> **PROBLEM TO WORK ON**:
Pictures excluded, return the lines below from the first through the line holding "g.lineJoin = 'round';".

[Dataset entries]
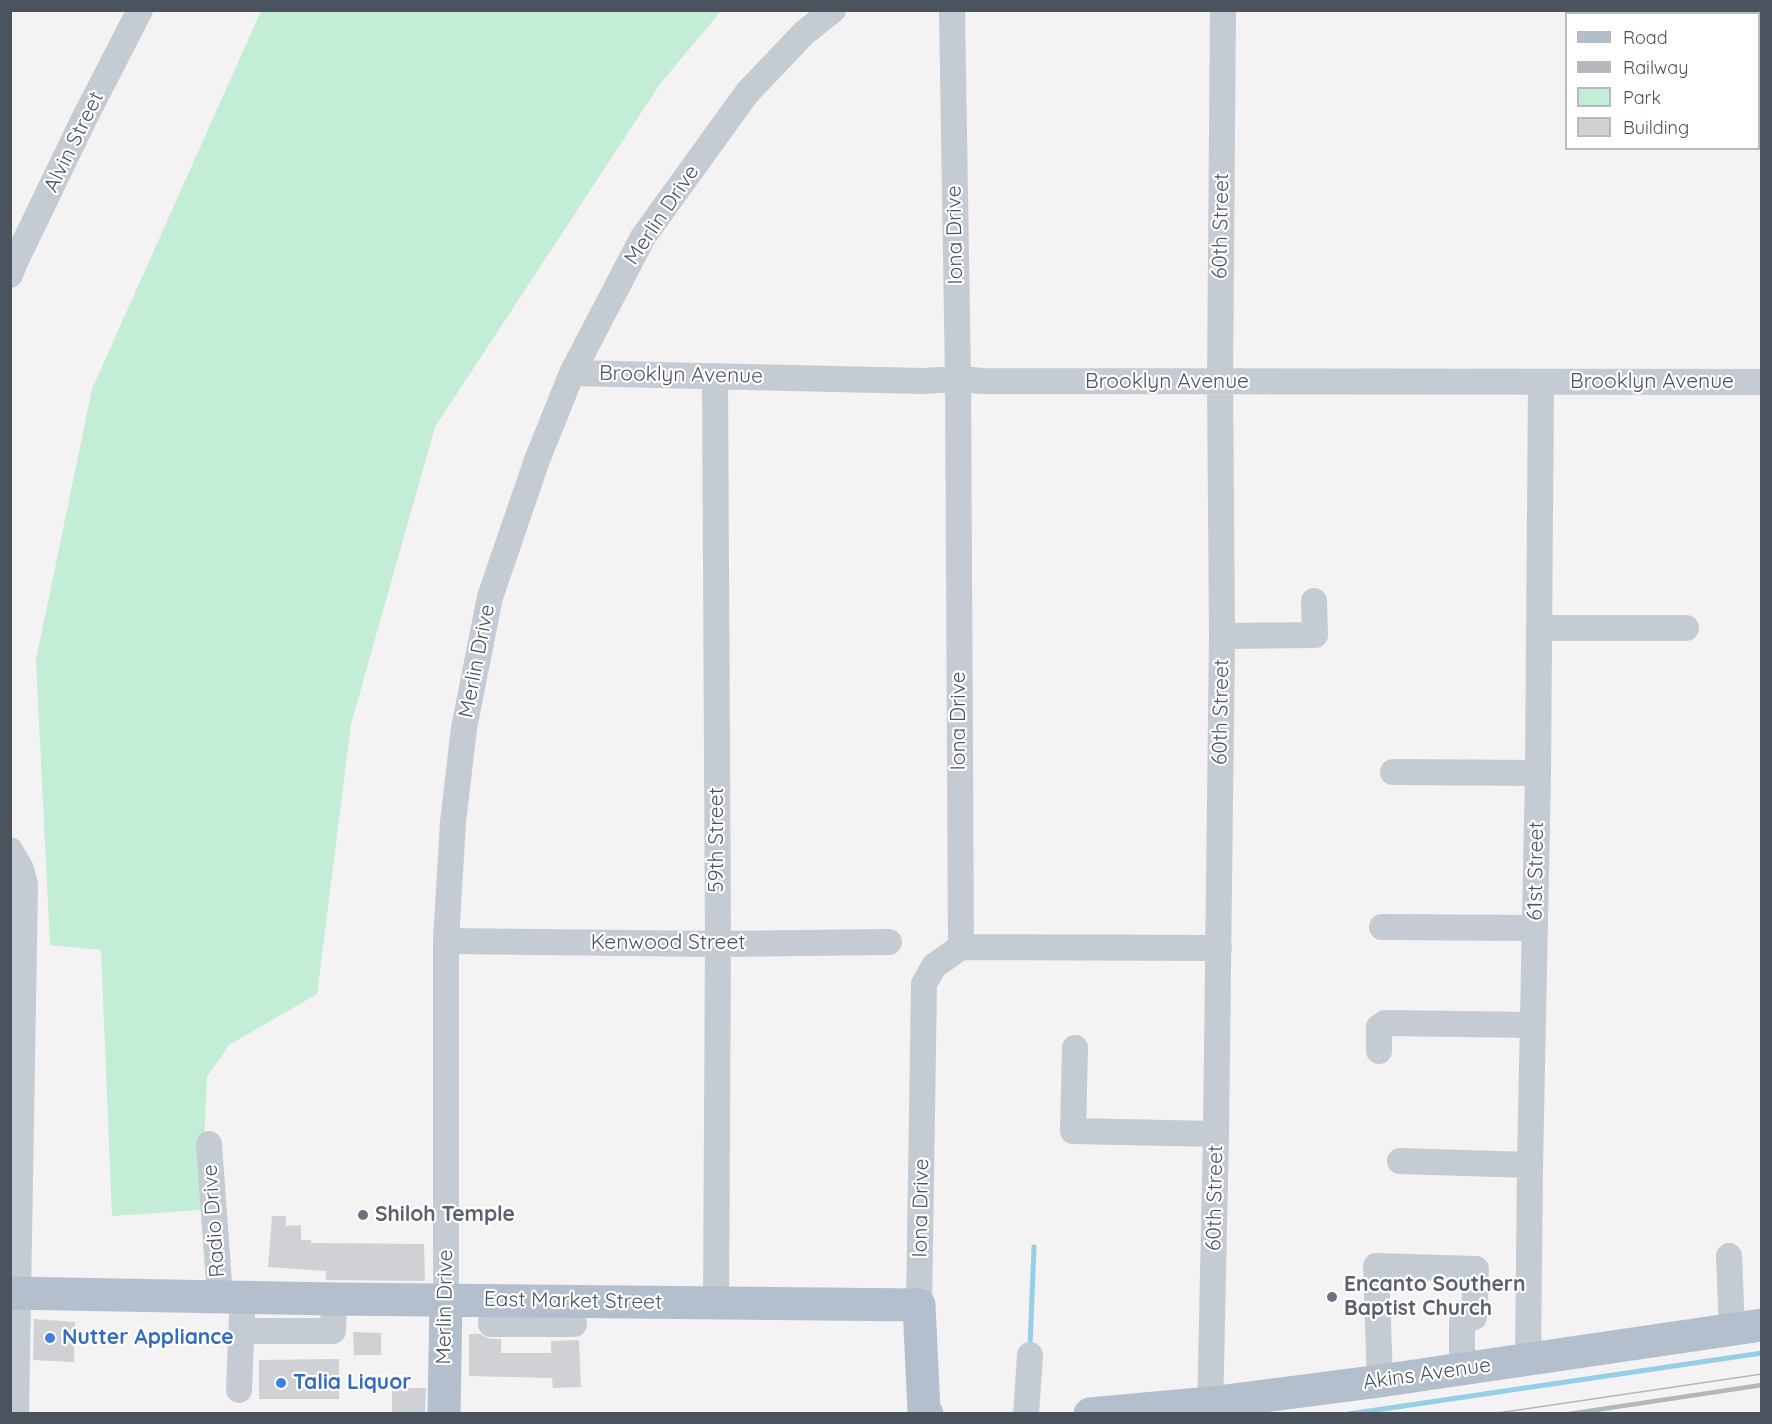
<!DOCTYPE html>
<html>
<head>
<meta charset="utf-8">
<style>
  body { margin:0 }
  #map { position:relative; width:1772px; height:1424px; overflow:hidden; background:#f4f2f2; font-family:Quicksand,sans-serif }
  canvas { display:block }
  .frame { position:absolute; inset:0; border:12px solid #4b535e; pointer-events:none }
  .legend { position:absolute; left:1565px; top:12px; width:195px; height:138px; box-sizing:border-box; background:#fff; border:2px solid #b7babf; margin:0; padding:8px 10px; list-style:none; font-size:18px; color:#4b535e }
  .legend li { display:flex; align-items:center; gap:12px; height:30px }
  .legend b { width:30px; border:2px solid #b7babf }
</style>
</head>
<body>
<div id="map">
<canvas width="1772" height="1424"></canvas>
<div class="frame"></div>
<ul class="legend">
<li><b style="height:8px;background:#b4bfce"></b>Road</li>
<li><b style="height:8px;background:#b4b6bb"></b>Railway</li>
<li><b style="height:16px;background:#c4edd7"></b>Park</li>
<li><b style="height:16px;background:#cfd1d5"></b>Building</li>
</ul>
</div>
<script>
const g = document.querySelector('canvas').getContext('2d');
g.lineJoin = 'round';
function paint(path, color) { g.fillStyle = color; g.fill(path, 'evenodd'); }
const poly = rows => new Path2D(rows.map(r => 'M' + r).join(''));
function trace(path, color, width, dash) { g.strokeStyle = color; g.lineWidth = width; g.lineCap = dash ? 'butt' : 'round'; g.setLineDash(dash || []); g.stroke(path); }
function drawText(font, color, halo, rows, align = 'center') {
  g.font = font + ' Quicksand,sans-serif'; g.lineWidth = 4.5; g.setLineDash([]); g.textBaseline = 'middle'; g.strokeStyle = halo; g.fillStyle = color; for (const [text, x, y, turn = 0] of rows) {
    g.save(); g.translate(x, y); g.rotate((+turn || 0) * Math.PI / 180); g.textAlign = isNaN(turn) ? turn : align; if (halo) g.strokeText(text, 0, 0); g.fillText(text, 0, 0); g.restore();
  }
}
const green = poly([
  [261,11,721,11,660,84,435,427,351,724,317,994,229,1045,207,1077,201,1210,112,1216,101,950,50,945,36,660,92,389]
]);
const stream = poly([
  [1030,1347,1034,1247],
  [1349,1414,1762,1353]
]);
const building = poly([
  [272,1216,286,1216,286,1226,301,1225,301,1240,311,1240,311,1243,424,1244,425,1281,326,1280,326,1271,268,1267],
  [34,1319,75,1322,74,1362,33,1360],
  [353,1332,381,1333,381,1355,354,1355],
  [469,1334,480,1334,490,1339,501,1339,501,1353,551,1353,551,1341,579,1340,581,1387,553,1388,552,1378,469,1376],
  [339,1359,339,1399,259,1399,259,1360],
  [392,1388,426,1388,425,1413,392,1413]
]);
const minor = poly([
  [952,10,958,379,961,947],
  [10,275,16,260,84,119,140,10],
  [572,373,923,381,958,379,983,381,1762,382],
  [715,376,718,944,716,1303],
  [1540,628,1686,628],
  [1222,636,1315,635,1314,601],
  [1393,772,1538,773],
  [10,850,21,869,25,884,16,1414],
  [1382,927,1535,928],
  [446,941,718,944,889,942],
  [961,947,1219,948],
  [1075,1048,1073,1131,1216,1134],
  [1379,1051,1379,1027,1385,1023,1532,1025],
  [209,1144,220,1297],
  [1400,1161,1530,1165],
  [1729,1256,1732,1329],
  [446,1299,446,941,453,822,464,728,490,597,537,460,572,373,643,237,747,93,804,33,833,10],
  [492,1301,491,1324,532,1324,532,1301],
  [919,1305,924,984,934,966,961,947],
  [532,1324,574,1324],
  [241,1331,333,1331,334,1299],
  [1528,1360,1530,1165,1538,773,1541,383],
  [1380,1381,1376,1266,1476,1269,1474,1317,1462,1322,1462,1370],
  [239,1390,242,1316],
  [1026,1414,1030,1355],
  [1210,1414,1216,1134,1222,636,1220,382,1223,10]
]);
const major = poly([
  [10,1293,334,1299,919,1305,924,1411,927,1414],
  [444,1414,446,1299],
  [1090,1414,1210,1403,1380,1381,1762,1325]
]);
const tram = poly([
  [1491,1414,1762,1374]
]);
const rail = poly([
  [1569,1414,1762,1385]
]);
const markers = [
  [363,1215,6,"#6b7280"],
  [1332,1297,6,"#6b7280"],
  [50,1338,6,"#3f7fe0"],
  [281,1383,6,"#3f7fe0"]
];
const streetNames = [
  ["Alvin Street",74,142,-64],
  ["Merlin Drive",662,215,-56],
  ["60th Street",1221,226,-89],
  ["Iona Drive",955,235,-91],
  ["Brooklyn Avenue",681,375,1],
  ["Brooklyn Avenue",1167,382],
  ["Brooklyn Avenue",1652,382],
  ["Merlin Drive",477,661,-79],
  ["60th Street",1221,712,-89],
  ["Iona Drive",959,721,-90],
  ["59th Street",717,840,-90],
  ["61st Street",1536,871,-89],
  ["Kenwood Street",668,943],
  ["60th Street",1215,1198,-89],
  ["Iona Drive",921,1208,-89],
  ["Radio Drive",214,1221,-94],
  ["East Market Street",573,1301,1],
  ["Merlin Drive",445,1307,-89],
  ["Akins Avenue",1427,1374,-8]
];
const worshipNames = [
  ["Shiloh Temple",375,1215],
  ["Encanto Southern",1344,1285],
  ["Baptist Church",1344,1309]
];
const shopNames = [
  ["Nutter Appliance",62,1338],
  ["Talia Liquor",293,1383]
];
paint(green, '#c4edd7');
trace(stream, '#95cfe7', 5);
paint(building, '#cfd1d5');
trace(minor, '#c4cbd2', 26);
trace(major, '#b4bfce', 33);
trace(tram, '#b4b6bb', 1.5);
trace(rail, '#b4b6bb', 4.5);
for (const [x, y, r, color] of markers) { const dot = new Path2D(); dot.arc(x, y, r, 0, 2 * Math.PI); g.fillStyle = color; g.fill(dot); trace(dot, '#fff', 2); }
drawText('21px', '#4b535e', '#fff', streetNames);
drawText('bold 21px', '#5b616d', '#fff', worshipNames, 'left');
drawText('bold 21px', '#366cbe', '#fff', shopNames, 'left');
</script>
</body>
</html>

> **EXPECTED OUTPUT**:
<!DOCTYPE html>
<html>
<head>
<meta charset="utf-8">
<style>
  body { margin:0 }
  #map { position:relative; width:1772px; height:1424px; overflow:hidden; background:#f4f2f2; font-family:Quicksand,sans-serif }
  canvas { display:block }
  .frame { position:absolute; inset:0; border:12px solid #4b535e; pointer-events:none }
  .legend { position:absolute; left:1565px; top:12px; width:195px; height:138px; box-sizing:border-box; background:#fff; border:2px solid #b7babf; margin:0; padding:8px 10px; list-style:none; font-size:18px; color:#4b535e }
  .legend li { display:flex; align-items:center; gap:12px; height:30px }
  .legend b { width:30px; border:2px solid #b7babf }
</style>
</head>
<body>
<div id="map">
<canvas width="1772" height="1424"></canvas>
<div class="frame"></div>
<ul class="legend">
<li><b style="height:8px;background:#b4bfce"></b>Road</li>
<li><b style="height:8px;background:#b4b6bb"></b>Railway</li>
<li><b style="height:16px;background:#c4edd7"></b>Park</li>
<li><b style="height:16px;background:#cfd1d5"></b>Building</li>
</ul>
</div>
<script>
const g = document.querySelector('canvas').getContext('2d');
g.lineJoin = 'round';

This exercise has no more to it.